The range of HCY concentrations that activates the GluN2A-containing receptors (EC₅₀ about 9 μM) corresponds to the normal level of endogenous HCY, which varies from 5 to 15 μM in human plasma (Shi et al., 2003). Notably, during hyperhomocysteinemia the concentration of this amino acid can rise up to 200 μM (Fritzer-Szekeres et al., 1998) making it likely that HCY can contribute to persistent (due to low desensitization) activation of synaptic type NMDARs.
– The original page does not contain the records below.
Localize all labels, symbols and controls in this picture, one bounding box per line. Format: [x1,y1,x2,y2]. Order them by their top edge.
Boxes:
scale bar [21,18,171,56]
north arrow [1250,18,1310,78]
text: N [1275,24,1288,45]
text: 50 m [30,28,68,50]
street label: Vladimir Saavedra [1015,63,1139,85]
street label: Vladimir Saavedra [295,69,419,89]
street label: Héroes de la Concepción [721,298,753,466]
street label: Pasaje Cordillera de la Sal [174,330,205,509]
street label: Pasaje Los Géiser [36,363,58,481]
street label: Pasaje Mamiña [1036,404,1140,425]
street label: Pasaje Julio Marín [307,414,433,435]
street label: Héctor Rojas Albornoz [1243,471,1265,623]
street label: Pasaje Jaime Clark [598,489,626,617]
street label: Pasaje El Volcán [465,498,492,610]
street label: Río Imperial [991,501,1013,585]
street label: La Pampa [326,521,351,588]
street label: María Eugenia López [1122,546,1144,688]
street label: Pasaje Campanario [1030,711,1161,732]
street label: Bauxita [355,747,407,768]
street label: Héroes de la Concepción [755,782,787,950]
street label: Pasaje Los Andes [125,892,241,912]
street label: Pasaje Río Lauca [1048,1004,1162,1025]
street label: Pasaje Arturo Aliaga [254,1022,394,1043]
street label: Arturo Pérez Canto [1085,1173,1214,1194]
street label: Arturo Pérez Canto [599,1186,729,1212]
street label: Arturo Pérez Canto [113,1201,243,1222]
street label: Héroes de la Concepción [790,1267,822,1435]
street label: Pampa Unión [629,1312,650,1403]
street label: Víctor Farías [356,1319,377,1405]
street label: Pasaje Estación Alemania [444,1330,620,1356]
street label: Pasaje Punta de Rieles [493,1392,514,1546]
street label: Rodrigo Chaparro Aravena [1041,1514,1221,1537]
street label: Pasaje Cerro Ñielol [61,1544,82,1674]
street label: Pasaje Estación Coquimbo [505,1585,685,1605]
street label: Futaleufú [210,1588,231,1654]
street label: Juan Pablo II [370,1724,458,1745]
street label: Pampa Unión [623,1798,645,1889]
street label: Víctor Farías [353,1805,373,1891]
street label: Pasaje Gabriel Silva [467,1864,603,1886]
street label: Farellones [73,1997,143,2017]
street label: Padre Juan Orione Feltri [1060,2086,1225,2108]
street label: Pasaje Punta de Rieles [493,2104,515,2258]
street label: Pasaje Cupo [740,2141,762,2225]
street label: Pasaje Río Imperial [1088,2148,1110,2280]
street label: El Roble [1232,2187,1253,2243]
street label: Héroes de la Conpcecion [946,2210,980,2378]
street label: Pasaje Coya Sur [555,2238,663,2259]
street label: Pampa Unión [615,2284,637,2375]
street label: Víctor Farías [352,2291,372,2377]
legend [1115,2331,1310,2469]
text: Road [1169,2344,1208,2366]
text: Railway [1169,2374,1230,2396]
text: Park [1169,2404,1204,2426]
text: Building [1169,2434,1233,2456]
Based on our data, the neurotoxic profiles of NMDA or glutamate (Figure 7A) and HCY (Figure 7B) should be considerably different. In excitotoxicity glutamate activates GluN1/2A and GluN1/2B with similar kinetics and can cause Ca²⁺ overload of extrasynaptic as well as synaptic regions of neurons (Figure 7A). In contrast, in hyperhomocysteinemia HCY activates synaptic GluN1/2A receptors which may cause Ca²⁺ accumulation in spines and presynaptic terminals (Figure 7B). In addition HCY desensitizes mainly extrasynaptic GluN1/2B receptors, thus limiting Ca²⁺ accumulation in the extrasynaptic regions (Figure 7B). Our findings, therefore, provide molecular mechanisms of HCY neuronal effects and a corroborating evidence for the physiological relevance of endogenous HCY, which may allow understanding the role of this amino acid in modulation of the excitatory neurotransmission and neurotoxicity.